The aim of the EUSTRONG project is to investigate the Strong Interaction, one of the four fundamental forces of nature, in the universe. The Strong Interaction is responsible for holding neutrons and protons together in the atomic nucleus and for understanding the densest observable matter inside neutron stars. In addition, atomic nuclei play a key role in the detection of dark matter and in the study of the lightest neutrino particles. EUSTRONG will enable new discoveries in the physics of the Strong Interaction by developing innovative theories and methods.

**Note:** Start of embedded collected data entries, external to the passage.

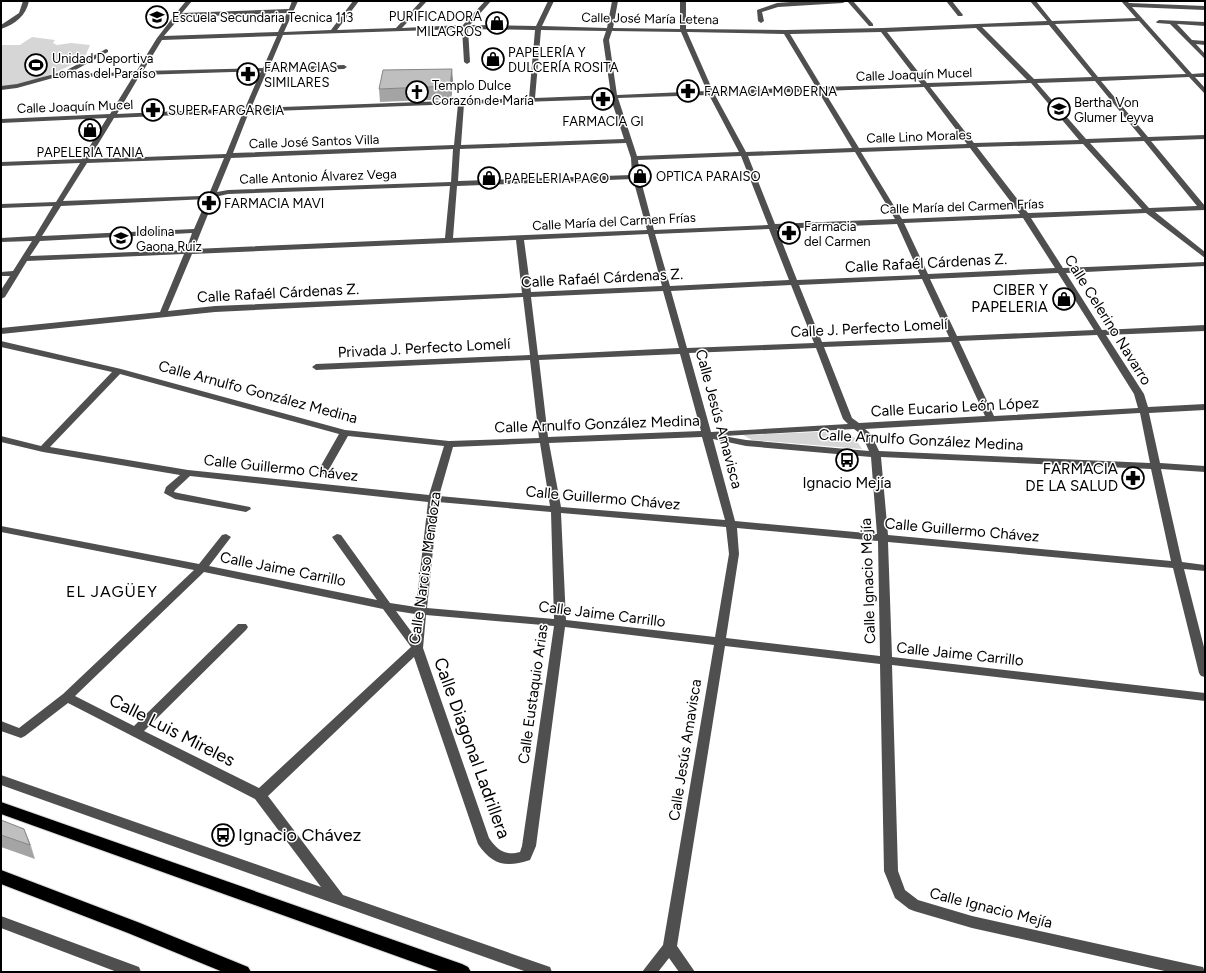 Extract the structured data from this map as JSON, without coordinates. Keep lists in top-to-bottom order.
{
  "streets": {
    "street": [
      "Calle José María Letena",
      "Calle Joaquín Mucel",
      "Calle Lino Morales",
      "Calle José Santos Villa",
      "Calle Antonio Álvarez Vega",
      "Calle María del Carmen Frías",
      "Calle Rafaél Cárdenas Z.",
      "Calle Celerino Navarro",
      "Calle J. Perfecto Lomelí",
      "Privada J. Perfecto Lomelí",
      "Calle Arnulfo González Medina",
      "Calle Eucario León López",
      "Calle Jesús Amavisca",
      "Calle Guillermo Chávez",
      "Calle Narciso Mendoza",
      "Calle Jaime Carrillo",
      "Calle Ignacio Mejía",
      "Calle Eustaquio Arias",
      "Calle Luis Mireles",
      "Calle Diagonal Ladrillera"
    ]
  },
  "crossings": [
    ["Calle José María Letena", "Calle Celerino Navarro"],
    ["Calle José María Letena", "Calle Jesús Amavisca"],
    ["Calle José María Letena", "Calle Ignacio Mejía"],
    ["Calle Joaquín Mucel", "Calle Celerino Navarro"],
    ["Calle Joaquín Mucel", "Calle Jesús Amavisca"],
    ["Calle Joaquín Mucel", "Calle Ignacio Mejía"],
    ["Calle Lino Morales", "Calle Celerino Navarro"],
    ["Calle Lino Morales", "Calle Jesús Amavisca"],
    ["Calle Lino Morales", "Calle Ignacio Mejía"],
    ["Calle José Santos Villa", "Calle Jesús Amavisca"],
    ["Calle Antonio Álvarez Vega", "Calle Jesús Amavisca"],
    ["Calle María del Carmen Frías", "Calle Celerino Navarro"],
    ["Calle María del Carmen Frías", "Calle Jesús Amavisca"],
    ["Calle María del Carmen Frías", "Calle Ignacio Mejía"],
    ["Calle María del Carmen Frías", "Calle Eustaquio Arias"],
    ["Calle Rafaél Cárdenas Z.", "Calle Celerino Navarro"],
    ["Calle Rafaél Cárdenas Z.", "Calle Jesús Amavisca"],
    ["Calle Rafaél Cárdenas Z.", "Calle Ignacio Mejía"],
    ["Calle Rafaél Cárdenas Z.", "Calle Eustaquio Arias"],
    ["Calle Celerino Navarro", "Calle J. Perfecto Lomelí"],
    ["Calle Celerino Navarro", "Calle Arnulfo González Medina"],
    ["Calle Celerino Navarro", "Calle Eucario León López"],
    ["Calle Celerino Navarro", "Calle Guillermo Chávez"],
    ["Calle J. Perfecto Lomelí", "Privada J. Perfecto Lomelí"],
    ["Calle J. Perfecto Lomelí", "Calle Jesús Amavisca"],
    ["Calle J. Perfecto Lomelí", "Calle Ignacio Mejía"],
    ["Calle J. Perfecto Lomelí", "Calle Eustaquio Arias"],
    ["Privada J. Perfecto Lomelí", "Calle Eustaquio Arias"],
    ["Calle Arnulfo González Medina", "Calle Eucario León López"],
    ["Calle Arnulfo González Medina", "Calle Jesús Amavisca"],
    ["Calle Arnulfo González Medina", "Calle Narciso Mendoza"],
    ["Calle Arnulfo González Medina", "Calle Ignacio Mejía"],
    ["Calle Arnulfo González Medina", "Calle Eustaquio Arias"],
    ["Calle Eucario León López", "Calle Jesús Amavisca"],
    ["Calle Eucario León López", "Calle Ignacio Mejía"],
    ["Calle Jesús Amavisca", "Calle Guillermo Chávez"],
    ["Calle Jesús Amavisca", "Calle Jaime Carrillo"],
    ["Calle Guillermo Chávez", "Calle Narciso Mendoza"],
    ["Calle Guillermo Chávez", "Calle Ignacio Mejía"],
    ["Calle Guillermo Chávez", "Calle Eustaquio Arias"],
    ["Calle Narciso Mendoza", "Calle Jaime Carrillo"],
    ["Calle Narciso Mendoza", "Calle Luis Mireles"],
    ["Calle Narciso Mendoza", "Calle Diagonal Ladrillera"],
    ["Calle Jaime Carrillo", "Calle Ignacio Mejía"],
    ["Calle Jaime Carrillo", "Calle Eustaquio Arias"],
    ["Calle Jaime Carrillo", "Calle Diagonal Ladrillera"],
    ["Calle Eustaquio Arias", "Calle Diagonal Ladrillera"]
  ],
  "districts": ["EL JAGÜEY"],
  "places": {
    "school or university": ["Escuela Secundaria Tecnica 113", "Bertha Von Glumer Leyva", "Idolina Gaona Ruiz"],
    "shop": [
      "PURIFICADORA MILAGROS",
      "PAPELERÍA Y DULCERÍA ROSITA",
      "PAPELERIA TANIA",
      "OPTICA PARAISO",
      "PAPELERIA PACO",
      "CIBER Y PAPELERIA"
    ],
    "sports": ["Unidad Deportiva Lomas del Paraíso"],
    "pharmacy": [
      "FARMACIAS SIMILARES",
      "FARMACIA MODERNA",
      "FARMACIA GI",
      "SUPER FARGARCIA",
      "FARMACIA MAVI",
      "Farmacia del Carmen",
      "FARMACIA DE LA SALUD"
    ],
    "church": ["Templo Dulce Corazón de María"],
    "bus stop": ["Ignacio Mejía", "Ignacio Chávez"]
  }
}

The equation of state of dense nuclear matter, for example, sets the measure for the mass and size of neutron stars. At extreme densities beyond those achieved in atomic nuclei, astrophysical observations are particularly interesting. For example, information about the radius of neutron stars, which is sensitive to high densities, can be obtained from LIGO/Virgo observations of gravitational waves as neutron stars merge, as well as from new observations with NASA's NICER instrument on the International Space Station. "So far, this fits very well with our understanding about the equation of state of nuclear matter," explains Achim Schwenk. "With EUSTRONG, we now want to derive direct constraints on the interactions in dense matter from these astrophysical observations for the first time, and thus develop a unified description of matter in nuclei and stars."
Another milestone of the ERC project is the acceleration of many-body calculations with new emulation and network methods to enable systematic and global ab initio calculations based on the Strong Interaction for heavy nuclei. One focus is on extremely neutron-rich heavy nuclei (around neutron number 126), which play a central role in the formation of elements in the universe. The future accelerator facility FAIR (Facility for Antiproton and Ion Research) in Darmstadt will be a leader in this field. With the new developments, Achim Schwenk and his team then also want to investigate key nuclei that are used in extremely sensitive detectors to detect dark matter or are used for the discovery of coherent neutrino scattering, which was recently achieved for the first time. In the search for dark matter in the universe and new physics beyond the Standard Model, the Strong Interaction thus also plays an essential role.